Investment and financial markets expert Dr. Khaled Kandil advises the necessity of developing a balanced plan according to income bracket, distributed proportionally across 6 main categories: basic needs, crisis reserve, donations, training and development, investment, and entertainment.
Kandil said that the diversity of income brackets and the difference in each person’s tolerance for risk necessitates the development of diverse strategies that can be divided into 4 basic strategies, starting from those with limited income and ending with those with high income, which can be divided as follows:
1. Low-income strategy
The strategy focuses on low-income earners according to the nature of income in each region or country, but when calculated in Egyptian pounds, it is intended for those whose income is less than 12,000 pounds.
While doubling income through investment may seem difficult for this segment, even with a fixed salary over the lifespan of the strategy, which can extend to 20 years, income can double every 7 years compared to the previous seven years, provided that monthly investment is maintained.
With the reduced income of this segment, 70% of the income will be allocated to basic needs, 10% will be invested, and the remainder will be divided equally among the other four funds (entertainment, emergency, development, and charitable giving). Any of these four funds can be used to repay existing debts.
Kandil said that each path has its practical justification, apart from the basics. The emergency fund, for example, represents a guarantee of commitment to the strategy and not liquidating the investment to deal with emergencies, while giving represents a certificate of confidence from the person in what he accomplishes and reduces the psychological pressure associated with his feeling of need with every act of giving to others, and thus he can get rid of the feeling of fear and the need to hoard. As for development, it improves the person’s experiences and gives him better opportunities to remain competitive by transferring value from his work or job position to himself through accumulating experiences and development.
2. M strategy
Strategy M focuses on the middle-income segment with high obligations, and can be called the (60-40) strategy, where 60% of income is allocated to basics, and 40% to savings and investment, including emergencies, development, and giving.

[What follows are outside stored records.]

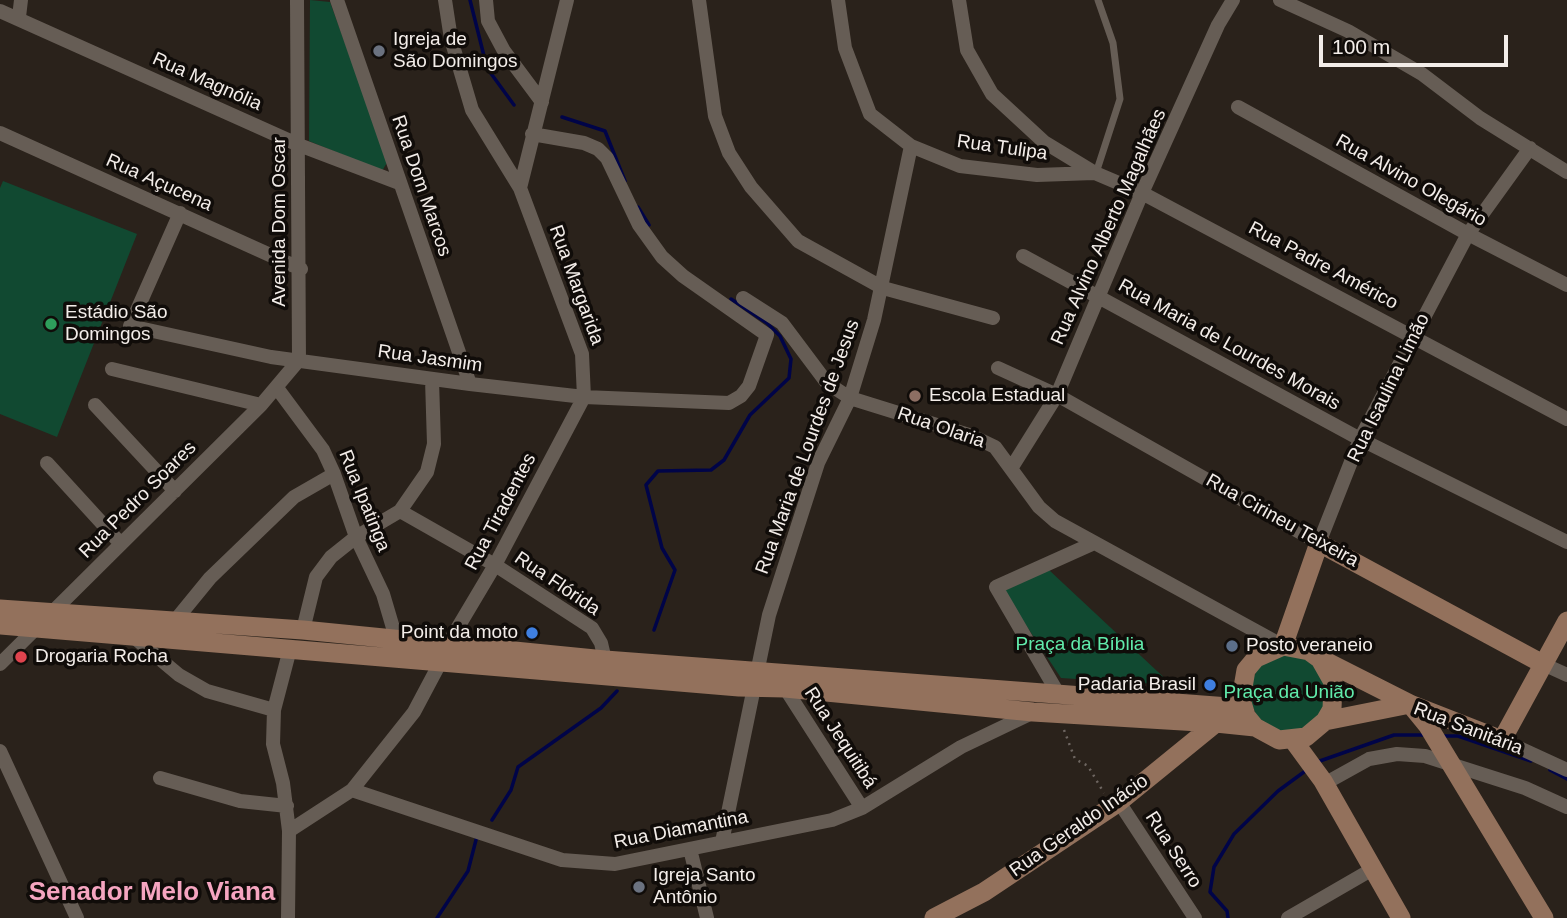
<!DOCTYPE html>
<meta charset="utf-8">
<style>
body{margin:0}
#map{position:relative;width:1567px;height:918px;overflow:hidden;background:#2a221b;font-family:Helvetica,sans-serif}
canvas{display:block}
.scale{position:absolute;left:1319px;top:35px;width:189px;height:32px;box-sizing:border-box;border:4px solid #f3ede9;border-top:0;padding-left:9px;font-size:21px;line-height:24px;white-space:nowrap;color:#f3ede9;-webkit-text-stroke:5px #100c09;paint-order:stroke}
</style>
<div id="map">
<canvas width="1567" height="918"></canvas>
<div class="scale">100 m</div>
</div>
<script>
const ctx = document.querySelector('canvas').getContext('2d');
ctx.lineJoin = 'round';
function fillPath(path, color) {
  ctx.fillStyle = color;
  ctx.fill(path, 'evenodd');
}
function poly(rows) {
  const path = new Path2D();
  for (const r of rows) {
    if (r.length === 3) {
      path.moveTo(r[0] + r[2], r[1]);
      path.arc(r[0], r[1], r[2], 0, 2 * Math.PI);
      continue;
    }
    path.moveTo(r[0], r[1]);
    for (let i = 2; i < r.length; i += 2) path.lineTo(r[i], r[i + 1]);
  }
  return path;
}
function stroke(path, color, width, dash) {
  ctx.strokeStyle = color;
  ctx.lineWidth = width;
  ctx.lineCap = dash ? 'butt' : 'round';
  ctx.setLineDash(dash || []);
  ctx.stroke(path);
}
function drawText(font, color, halo, rows, align = 'center') {
  ctx.font = font + ' Helvetica,sans-serif';
  ctx.lineWidth = 7;
  ctx.setLineDash([]);
  ctx.textBaseline = 'middle';
  ctx.strokeStyle = halo;
  ctx.fillStyle = color;
  for (const [text, x, y, turn = 0] of rows) {
    ctx.save();
    ctx.translate(x, y);
    ctx.rotate((+turn || 0) * Math.PI / 180);
    ctx.textAlign = isNaN(turn) ? turn : align;
    if (halo) ctx.strokeText(text, 0, 0);
    ctx.fillText(text, 0, 0);
    ctx.restore();
  }
}
const green = poly([
 [310,0,330,2,388,161,382,171,309,141],
 [3,181,137,234,57,437,0,414,0,188],
 [1049,570,1172,685,1061,678,1002,589],
 [1289,693,39]
]);
const stream = poly([
 [470,0,487,68,514,105],
 [562,117,605,131,625,181],
 [638,207,649,225],
 [654,630,675,570,662,548,646,485,658,471,711,470,724,460,750,415,789,378,791,359,780,336,767,323,731,299],
 [1441,736,1458,736,1531,761],
 [1317,762,1394,735,1426,735],
 [1550,770,1567,779],
 [492,820,511,790,518,767,601,708,617,691],
 [437,918,468,871,477,836],
 [1228,918,1227,911,1210,892,1214,867,1234,834,1278,791,1308,769]
]);
const path = poly([
 [1064,730,1075,759,1088,766,1104,793]
]);
const lane = poly([
 [1096,173,1120,99,1113,43,1098,0]
]);
const street = poly([
 [337,0,470,384],
 [445,0,451,39,472,110,520,188,582,354,584,397,495,565,448,644],
 [486,0,488,21,504,51,542,102],
 [699,0,715,116,729,153,751,187,798,241,883,288,993,318],
 [838,0,845,48,870,114,911,146,960,166,1037,175,1094,173],
 [959,0,967,50,992,94,1044,142,1095,173,1142,193,1567,419],
 [1280,0,1348,31,1422,74,1480,118,1567,172],
 [0,11,299,145,399,183],
 [19,17,21,0],
 [1238,107,1468,234,1567,285],
 [0,133,301,269],
 [520,188,567,0],
 [180,213,130,326,271,357,470,384,584,397,729,403,741,396,749,386,767,335,683,276,662,257,639,225,607,158,598,149,584,143,532,134],
 [1023,256,1360,439,1567,542],
 [743,298,782,323,827,383,850,398,972,436,995,447,1039,507,1055,521,1283,646],
 [998,368,1057,395,1319,543,1360,439,1468,234,1530,148],
 [112,369,261,405],
 [277,388,323,450,334,474,356,537,383,594,396,638],
 [95,405,175,491],
 [47,463,121,544],
 [1012,467,1057,395,1142,193,1218,25,1233,0],
 [400,511,495,565,592,628,601,643,605,660],
 [174,622,210,578,294,497,334,474],
 [303,630,316,577,331,557,356,537,400,511,427,472,434,444,432,380],
 [136,639,179,675,207,691,274,710],
 [0,664,261,405,299,360,297,0],
 [1543,664,1567,675],
 [785,688,862,808],
 [1059,695,996,587,1094,543],
 [1502,740,1567,770],
 [0,751,77,918],
 [160,778,240,801,287,806],
 [1324,784,1369,759,1397,754,1425,756,1525,788,1567,807],
 [352,790,414,712,440,663],
 [1119,802,1195,918],
 [289,831,352,790,562,860,615,864,832,820,862,808,961,747,1032,713],
 [722,842,769,615,818,463,850,398,874,320,911,146],
 [690,849,707,918],
 [288,918,289,831,283,783,273,744,274,710,290,649],
 [1288,918,1371,870]
]);
const secondary = poly([
 [0,609,303,630,605,660,1242,708],
 [0,625,739,687,785,688,1033,712,1216,723,1255,727,1279,740,1306,737,1325,721,1332,709,1333,682,1320,659,1309,651,1283,646,1256,658,1246,670,1241,699,1246,716,1255,727],
 [1283,646,1319,543,1543,664],
 [1321,659,1410,704,1502,740,1567,621],
 [1410,704,1428,726,1544,918],
 [1325,721,1410,704],
 [1293,740,1323,781,1401,918],
 [934,918,984,892,1119,802,1216,723]
]);
const markers = [
 [379,51,7,"#6b7280"],
 [51,324,7,"#2e9e5b"],
 [915,396,7,"#8d6e63"],
 [532,633,7,"#3f7fe0"],
 [1232,646,7,"#5c6f8a"],
 [21,657,7,"#e0444e"],
 [1210,685,7,"#3f7fe0"],
 [639,887,7,"#6b7280"]
];
const poiNames = [
 ["Igreja de",393,40],
 ["São Domingos",393,62],
 ["Estádio São",65,313],
 ["Domingos",65,335],
 ["Escola Estadual",929,396],
 ["Point da moto",518,633,"right"],
 ["Posto veraneio",1246,646],
 ["Drogaria Rocha",35,657],
 ["Padaria Brasil",1196,685,"right"],
 ["Igreja Santo",653,876],
 ["Antônio",653,898]
];
const streetNames = [
 ["Rua Magnólia",207,82,24],
 ["Rua Tulipa",1002,148,8],
 ["Rua Alvino Olegário",1411,181,29],
 ["Rua Açucena",159,183,24],
 ["Rua Dom Marcos",421,186,71],
 ["Avenida Dom Oscar",280,222,-90],
 ["Rua Alvino Alberto Magalhães",1109,227,-66],
 ["Rua Padre Américo",1323,266,28],
 ["Rua Margarida",576,285,70],
 ["Rua Maria de Lourdes Morais",1229,345,29],
 ["Rua Jasmim",430,359,8],
 ["Rua Isaulina Limão",1389,388,-64],
 ["Rua Olaria",941,428,19],
 ["Rua Maria de Lourdes de Jesus",808,447,-70],
 ["Rua Pedro Soares",138,500,-45],
 ["Rua Ipatinga",364,501,68],
 ["Rua Tiradentes",501,512,-62],
 ["Rua Cirineu Teixeira",1282,521,29],
 ["Rua Flórida",557,584,34],
 ["Rua Sanitária",1468,729,21],
 ["Rua Jequitibá",840,738,57],
 ["Rua Geraldo Inácio",1079,826,-35],
 ["Rua Diamantina",681,830,-11],
 ["Rua Serro",1173,850,57]
];
const parkNames = [
 ["Praça da Bíblia",1080,645],
 ["Praça da União",1289,693]
];
const districtNames = [
 ["Senador Melo Viana",152,893]
];
fillPath(green, '#114931');
stroke(stream, '#000448', 3.5);
stroke(path, '#6e6661', 2.5, [2, 5]);
stroke(lane, '#665d55', 7);
stroke(street, '#665d55', 14);
stroke(secondary, '#93715c', 19);
for (const [x, y, r, color] of markers) {
  const dot = new Path2D();
  dot.arc(x, y, r, 0, 2 * Math.PI);
  ctx.fillStyle = color;
  ctx.fill(dot);
  stroke(dot, '#100c09', 2.5);
}
drawText('19px', '#f3ede9', '#100c09', poiNames, 'left');
drawText('19px', '#f3ede9', '#100c09', streetNames);
drawText('19px', '#61ebab', '#100c09', parkNames);
drawText('bold 26px', '#f5a5c0', '#100c09', districtNames);
</script>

It could be suitable for people with an income of less than £25,000, for example.
3. MM strategy
The third strategy targets middle-income earners with middle obligations, in which income is divided equally between basics and investment.
It is summarized as dividing income into 50% investment (5% giving and charity, 35% saving for investment, 5% saving for emergencies, and 5% self-development), and 50% spending (40% obligations and necessities, in addition to 10% entertainment).
4. KK strategy
It is a suitable strategy for middle-income earners with low obligations / high-income earners with middle obligations.
This can be summarized as dividing income into 65% investment (5% charity, 50% savings for investment, 5% emergency savings, and 5% self-development). The remainder is distributed among expenditures (30% obligations and necessities, and 5% entertainment).
The four previous strategies require investing savings on a monthly basis to increase the effectiveness of the return on investment, and the more investments are distributed across channels with high returns, the easier it is to accomplish the task.
The funds saved for investment can be distributed among instruments ranging from stocks and bonds to gold, real estate, and private projects.
While returns may be exceptional in 2026 for gold, silver, and stock markets, investing through an investment manager may ensure relative stability in risk-weighted returns, whether through purchasing fixed income fund units, money market funds, equity funds, or ETFs.
Even with regard to real estate investment, there are a large number of funds that enable partial investment in real estate, in addition to gold funds.